EXERCISE OBJECTIVE:
Only these lines of the data below are wanted: the one with "M922 642 952 498", the one with "M556 708 575 558 595 457 614 390 720 375", and any lines between them, each repeated exactly.

PROVIDED DATA:
**********
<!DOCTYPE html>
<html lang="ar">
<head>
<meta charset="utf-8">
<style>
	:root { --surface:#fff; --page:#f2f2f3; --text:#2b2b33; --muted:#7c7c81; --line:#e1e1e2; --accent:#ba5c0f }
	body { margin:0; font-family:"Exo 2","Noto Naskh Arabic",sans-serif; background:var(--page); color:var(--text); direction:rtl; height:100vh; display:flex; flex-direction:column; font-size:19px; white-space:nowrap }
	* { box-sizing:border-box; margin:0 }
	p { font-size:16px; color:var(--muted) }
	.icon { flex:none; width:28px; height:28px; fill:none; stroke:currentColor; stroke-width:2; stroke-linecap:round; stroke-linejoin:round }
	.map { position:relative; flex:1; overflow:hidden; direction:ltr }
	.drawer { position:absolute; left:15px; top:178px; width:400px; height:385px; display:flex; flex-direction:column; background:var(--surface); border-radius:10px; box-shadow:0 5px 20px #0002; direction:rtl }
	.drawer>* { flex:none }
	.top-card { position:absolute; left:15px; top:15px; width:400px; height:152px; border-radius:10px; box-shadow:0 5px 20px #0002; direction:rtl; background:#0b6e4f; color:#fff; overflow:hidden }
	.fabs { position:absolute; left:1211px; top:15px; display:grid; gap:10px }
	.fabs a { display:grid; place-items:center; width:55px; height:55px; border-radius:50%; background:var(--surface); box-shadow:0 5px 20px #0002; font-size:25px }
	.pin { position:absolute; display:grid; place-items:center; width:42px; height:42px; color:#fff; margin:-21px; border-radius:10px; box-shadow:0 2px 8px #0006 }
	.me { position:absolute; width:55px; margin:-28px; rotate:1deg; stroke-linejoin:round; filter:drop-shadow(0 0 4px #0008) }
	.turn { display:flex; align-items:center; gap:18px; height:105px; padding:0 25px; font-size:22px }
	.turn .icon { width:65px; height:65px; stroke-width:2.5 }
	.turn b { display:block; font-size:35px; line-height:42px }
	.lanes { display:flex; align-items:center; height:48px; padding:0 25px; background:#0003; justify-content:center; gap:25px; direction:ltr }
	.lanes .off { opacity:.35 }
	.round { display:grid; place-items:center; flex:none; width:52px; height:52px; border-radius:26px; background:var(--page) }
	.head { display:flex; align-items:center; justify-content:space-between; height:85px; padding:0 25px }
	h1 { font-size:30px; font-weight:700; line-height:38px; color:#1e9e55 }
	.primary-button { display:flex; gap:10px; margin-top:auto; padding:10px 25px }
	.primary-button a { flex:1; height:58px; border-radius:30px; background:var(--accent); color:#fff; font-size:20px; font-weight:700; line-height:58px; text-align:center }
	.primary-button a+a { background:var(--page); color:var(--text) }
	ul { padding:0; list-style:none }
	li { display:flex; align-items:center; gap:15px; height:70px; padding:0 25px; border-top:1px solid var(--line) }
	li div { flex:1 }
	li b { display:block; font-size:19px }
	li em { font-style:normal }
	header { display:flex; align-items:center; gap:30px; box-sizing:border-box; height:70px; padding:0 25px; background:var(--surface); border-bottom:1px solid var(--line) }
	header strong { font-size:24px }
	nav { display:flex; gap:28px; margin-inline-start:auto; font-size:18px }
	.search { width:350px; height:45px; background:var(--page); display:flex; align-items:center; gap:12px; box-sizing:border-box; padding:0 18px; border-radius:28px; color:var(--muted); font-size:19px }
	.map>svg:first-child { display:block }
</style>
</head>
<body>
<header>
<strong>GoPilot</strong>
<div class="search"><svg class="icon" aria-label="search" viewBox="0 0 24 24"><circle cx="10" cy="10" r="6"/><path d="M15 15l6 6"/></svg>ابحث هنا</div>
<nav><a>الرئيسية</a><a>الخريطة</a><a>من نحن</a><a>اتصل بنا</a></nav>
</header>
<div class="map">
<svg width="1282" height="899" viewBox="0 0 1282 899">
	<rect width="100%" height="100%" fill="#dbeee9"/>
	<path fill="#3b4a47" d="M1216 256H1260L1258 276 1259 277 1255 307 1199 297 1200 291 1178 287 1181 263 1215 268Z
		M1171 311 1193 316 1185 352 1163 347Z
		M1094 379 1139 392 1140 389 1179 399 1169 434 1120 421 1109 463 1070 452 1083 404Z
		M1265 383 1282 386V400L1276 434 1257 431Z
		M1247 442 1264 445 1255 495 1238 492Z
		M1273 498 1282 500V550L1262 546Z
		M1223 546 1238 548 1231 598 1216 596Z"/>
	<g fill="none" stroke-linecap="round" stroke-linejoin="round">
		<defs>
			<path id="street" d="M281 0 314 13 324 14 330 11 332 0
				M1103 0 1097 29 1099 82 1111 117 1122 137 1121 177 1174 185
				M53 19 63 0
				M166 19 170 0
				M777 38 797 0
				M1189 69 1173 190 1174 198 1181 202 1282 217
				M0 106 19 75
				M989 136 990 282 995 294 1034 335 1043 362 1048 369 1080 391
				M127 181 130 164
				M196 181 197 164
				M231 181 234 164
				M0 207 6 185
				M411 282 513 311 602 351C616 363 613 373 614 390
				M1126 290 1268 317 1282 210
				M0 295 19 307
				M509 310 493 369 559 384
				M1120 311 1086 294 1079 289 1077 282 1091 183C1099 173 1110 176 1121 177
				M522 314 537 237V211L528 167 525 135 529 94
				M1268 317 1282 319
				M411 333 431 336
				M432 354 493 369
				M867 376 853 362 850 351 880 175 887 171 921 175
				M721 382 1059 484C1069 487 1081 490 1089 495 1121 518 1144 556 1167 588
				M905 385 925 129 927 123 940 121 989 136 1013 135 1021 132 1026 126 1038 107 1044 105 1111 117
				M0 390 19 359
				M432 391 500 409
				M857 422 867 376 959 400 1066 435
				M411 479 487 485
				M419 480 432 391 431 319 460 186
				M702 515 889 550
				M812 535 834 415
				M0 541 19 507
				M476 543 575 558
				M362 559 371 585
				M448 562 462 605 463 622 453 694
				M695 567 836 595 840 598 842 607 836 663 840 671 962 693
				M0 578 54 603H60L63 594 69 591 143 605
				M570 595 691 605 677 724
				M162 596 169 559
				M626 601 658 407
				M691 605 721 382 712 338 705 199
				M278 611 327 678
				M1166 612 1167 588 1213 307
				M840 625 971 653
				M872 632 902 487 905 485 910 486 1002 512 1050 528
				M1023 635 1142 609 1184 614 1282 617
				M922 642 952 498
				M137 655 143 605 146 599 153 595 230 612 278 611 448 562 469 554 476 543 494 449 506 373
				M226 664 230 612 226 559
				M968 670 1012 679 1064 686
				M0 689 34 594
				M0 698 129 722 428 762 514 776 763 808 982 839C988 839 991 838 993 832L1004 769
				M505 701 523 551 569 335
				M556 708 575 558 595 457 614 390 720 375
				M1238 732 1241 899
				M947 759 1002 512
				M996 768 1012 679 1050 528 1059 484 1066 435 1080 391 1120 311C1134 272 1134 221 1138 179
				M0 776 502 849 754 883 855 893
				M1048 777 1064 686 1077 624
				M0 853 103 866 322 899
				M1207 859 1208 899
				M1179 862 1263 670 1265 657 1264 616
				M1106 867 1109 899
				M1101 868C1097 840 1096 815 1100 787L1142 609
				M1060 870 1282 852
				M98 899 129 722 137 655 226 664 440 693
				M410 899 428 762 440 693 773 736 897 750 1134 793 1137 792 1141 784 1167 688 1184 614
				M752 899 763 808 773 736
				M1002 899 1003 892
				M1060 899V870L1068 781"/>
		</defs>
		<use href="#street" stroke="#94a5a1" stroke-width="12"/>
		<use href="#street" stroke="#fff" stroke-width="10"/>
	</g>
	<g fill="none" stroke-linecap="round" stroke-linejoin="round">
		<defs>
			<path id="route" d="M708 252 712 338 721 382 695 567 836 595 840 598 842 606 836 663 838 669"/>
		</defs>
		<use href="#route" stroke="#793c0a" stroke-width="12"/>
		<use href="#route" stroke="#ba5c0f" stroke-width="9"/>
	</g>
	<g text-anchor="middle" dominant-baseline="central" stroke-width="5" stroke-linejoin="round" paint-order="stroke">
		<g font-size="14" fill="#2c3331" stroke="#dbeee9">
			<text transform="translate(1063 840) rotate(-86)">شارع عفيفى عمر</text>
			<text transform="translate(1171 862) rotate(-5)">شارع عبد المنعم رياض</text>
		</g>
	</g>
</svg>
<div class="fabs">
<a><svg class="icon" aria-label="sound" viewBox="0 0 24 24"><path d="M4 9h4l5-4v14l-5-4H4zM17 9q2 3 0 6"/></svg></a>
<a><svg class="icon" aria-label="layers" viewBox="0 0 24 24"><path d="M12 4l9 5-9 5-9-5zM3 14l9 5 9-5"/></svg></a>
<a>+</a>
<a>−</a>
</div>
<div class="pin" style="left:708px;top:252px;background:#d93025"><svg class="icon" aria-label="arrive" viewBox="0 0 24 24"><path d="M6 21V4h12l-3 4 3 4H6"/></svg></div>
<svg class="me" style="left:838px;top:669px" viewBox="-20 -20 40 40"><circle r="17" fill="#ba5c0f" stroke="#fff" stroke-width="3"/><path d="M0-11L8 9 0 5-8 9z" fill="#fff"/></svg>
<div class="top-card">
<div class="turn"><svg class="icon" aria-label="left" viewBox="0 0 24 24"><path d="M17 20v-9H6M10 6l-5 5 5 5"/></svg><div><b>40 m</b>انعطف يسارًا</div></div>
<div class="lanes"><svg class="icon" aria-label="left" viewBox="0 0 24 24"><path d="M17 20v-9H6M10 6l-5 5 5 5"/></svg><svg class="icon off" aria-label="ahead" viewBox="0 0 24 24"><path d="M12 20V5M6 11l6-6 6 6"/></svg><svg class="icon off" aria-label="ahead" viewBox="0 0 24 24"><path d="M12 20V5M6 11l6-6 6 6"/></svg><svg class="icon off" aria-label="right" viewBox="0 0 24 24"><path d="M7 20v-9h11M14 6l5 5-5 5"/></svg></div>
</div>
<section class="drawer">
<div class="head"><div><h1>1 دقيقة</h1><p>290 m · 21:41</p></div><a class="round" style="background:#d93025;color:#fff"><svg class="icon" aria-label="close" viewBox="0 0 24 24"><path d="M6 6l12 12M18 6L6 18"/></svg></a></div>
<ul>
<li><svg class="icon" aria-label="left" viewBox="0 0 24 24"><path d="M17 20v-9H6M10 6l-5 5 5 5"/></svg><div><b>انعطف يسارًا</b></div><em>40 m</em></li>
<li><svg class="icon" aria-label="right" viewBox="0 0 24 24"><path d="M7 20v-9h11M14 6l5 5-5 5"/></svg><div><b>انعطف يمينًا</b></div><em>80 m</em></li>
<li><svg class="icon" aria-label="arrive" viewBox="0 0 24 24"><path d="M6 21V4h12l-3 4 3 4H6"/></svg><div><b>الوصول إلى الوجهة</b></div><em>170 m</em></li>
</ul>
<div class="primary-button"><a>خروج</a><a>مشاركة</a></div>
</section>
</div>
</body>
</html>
**********
WRITTEN SOLUTION:
				M922 642 952 498
				M137 655 143 605 146 599 153 595 230 612 278 611 448 562 469 554 476 543 494 449 506 373
				M226 664 230 612 226 559
				M968 670 1012 679 1064 686
				M0 689 34 594
				M0 698 129 722 428 762 514 776 763 808 982 839C988 839 991 838 993 832L1004 769
				M505 701 523 551 569 335
				M556 708 575 558 595 457 614 390 720 375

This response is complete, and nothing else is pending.